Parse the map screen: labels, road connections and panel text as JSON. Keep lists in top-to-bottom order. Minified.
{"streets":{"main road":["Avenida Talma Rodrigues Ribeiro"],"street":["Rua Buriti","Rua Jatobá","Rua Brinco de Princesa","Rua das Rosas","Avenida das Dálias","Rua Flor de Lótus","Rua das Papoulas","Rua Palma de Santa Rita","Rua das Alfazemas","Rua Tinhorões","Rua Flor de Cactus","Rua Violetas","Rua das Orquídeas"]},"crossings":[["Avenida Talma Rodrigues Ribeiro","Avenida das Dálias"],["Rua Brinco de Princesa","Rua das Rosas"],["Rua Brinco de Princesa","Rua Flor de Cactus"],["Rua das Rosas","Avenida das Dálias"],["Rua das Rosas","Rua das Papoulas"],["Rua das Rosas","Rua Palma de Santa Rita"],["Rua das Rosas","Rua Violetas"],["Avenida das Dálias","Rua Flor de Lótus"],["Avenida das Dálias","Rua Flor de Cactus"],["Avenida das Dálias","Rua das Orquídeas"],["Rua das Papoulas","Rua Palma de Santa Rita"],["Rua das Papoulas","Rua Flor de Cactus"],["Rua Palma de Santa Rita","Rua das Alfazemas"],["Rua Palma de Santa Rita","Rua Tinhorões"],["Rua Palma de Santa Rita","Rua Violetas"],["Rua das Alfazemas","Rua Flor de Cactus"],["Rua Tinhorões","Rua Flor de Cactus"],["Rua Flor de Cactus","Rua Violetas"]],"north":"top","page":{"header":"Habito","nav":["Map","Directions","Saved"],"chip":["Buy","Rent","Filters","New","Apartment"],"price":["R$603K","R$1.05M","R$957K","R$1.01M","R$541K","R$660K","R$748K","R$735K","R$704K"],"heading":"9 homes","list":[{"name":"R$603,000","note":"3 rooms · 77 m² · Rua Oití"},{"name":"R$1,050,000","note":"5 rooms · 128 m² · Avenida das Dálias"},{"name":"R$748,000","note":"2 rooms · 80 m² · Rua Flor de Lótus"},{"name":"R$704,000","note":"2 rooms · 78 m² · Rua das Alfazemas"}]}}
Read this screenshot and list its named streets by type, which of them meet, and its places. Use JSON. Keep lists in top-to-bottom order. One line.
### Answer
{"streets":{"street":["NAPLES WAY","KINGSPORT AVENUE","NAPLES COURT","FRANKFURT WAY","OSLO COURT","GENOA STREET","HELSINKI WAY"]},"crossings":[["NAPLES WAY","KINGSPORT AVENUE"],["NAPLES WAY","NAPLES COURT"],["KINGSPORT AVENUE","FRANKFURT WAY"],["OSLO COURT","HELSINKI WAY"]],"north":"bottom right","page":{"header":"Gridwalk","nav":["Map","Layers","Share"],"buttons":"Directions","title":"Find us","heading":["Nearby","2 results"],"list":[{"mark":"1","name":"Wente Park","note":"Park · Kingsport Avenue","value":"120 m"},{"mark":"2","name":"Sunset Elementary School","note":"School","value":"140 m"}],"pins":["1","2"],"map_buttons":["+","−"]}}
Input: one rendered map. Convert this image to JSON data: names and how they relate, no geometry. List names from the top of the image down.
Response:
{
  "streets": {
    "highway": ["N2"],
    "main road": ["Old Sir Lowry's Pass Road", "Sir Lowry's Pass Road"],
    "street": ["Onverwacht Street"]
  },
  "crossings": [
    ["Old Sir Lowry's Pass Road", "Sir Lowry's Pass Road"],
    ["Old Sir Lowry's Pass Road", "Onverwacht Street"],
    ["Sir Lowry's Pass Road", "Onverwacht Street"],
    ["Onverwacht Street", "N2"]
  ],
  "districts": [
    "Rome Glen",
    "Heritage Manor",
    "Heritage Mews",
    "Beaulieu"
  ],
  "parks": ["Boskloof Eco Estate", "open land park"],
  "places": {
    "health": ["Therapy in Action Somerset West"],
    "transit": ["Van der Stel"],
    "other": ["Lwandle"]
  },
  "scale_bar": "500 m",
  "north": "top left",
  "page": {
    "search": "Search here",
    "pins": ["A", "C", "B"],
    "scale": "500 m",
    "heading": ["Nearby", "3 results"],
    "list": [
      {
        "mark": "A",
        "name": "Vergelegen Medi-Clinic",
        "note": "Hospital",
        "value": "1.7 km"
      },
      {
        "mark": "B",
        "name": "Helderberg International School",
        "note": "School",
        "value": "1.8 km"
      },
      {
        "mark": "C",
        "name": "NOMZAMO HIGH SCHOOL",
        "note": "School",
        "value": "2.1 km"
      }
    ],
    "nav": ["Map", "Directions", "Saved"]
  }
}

- AIM OF THE EXERCISE
Search the data above for the word "Lowry" and show every line that has it.

- TASK SOLUTION
    "main road": ["Old Sir Lowry's Pass Road", "Sir Lowry's Pass Road"],
    ["Old Sir Lowry's Pass Road", "Sir Lowry's Pass Road"],
    ["Old Sir Lowry's Pass Road", "Onverwacht Street"],
    ["Sir Lowry's Pass Road", "Onverwacht Street"],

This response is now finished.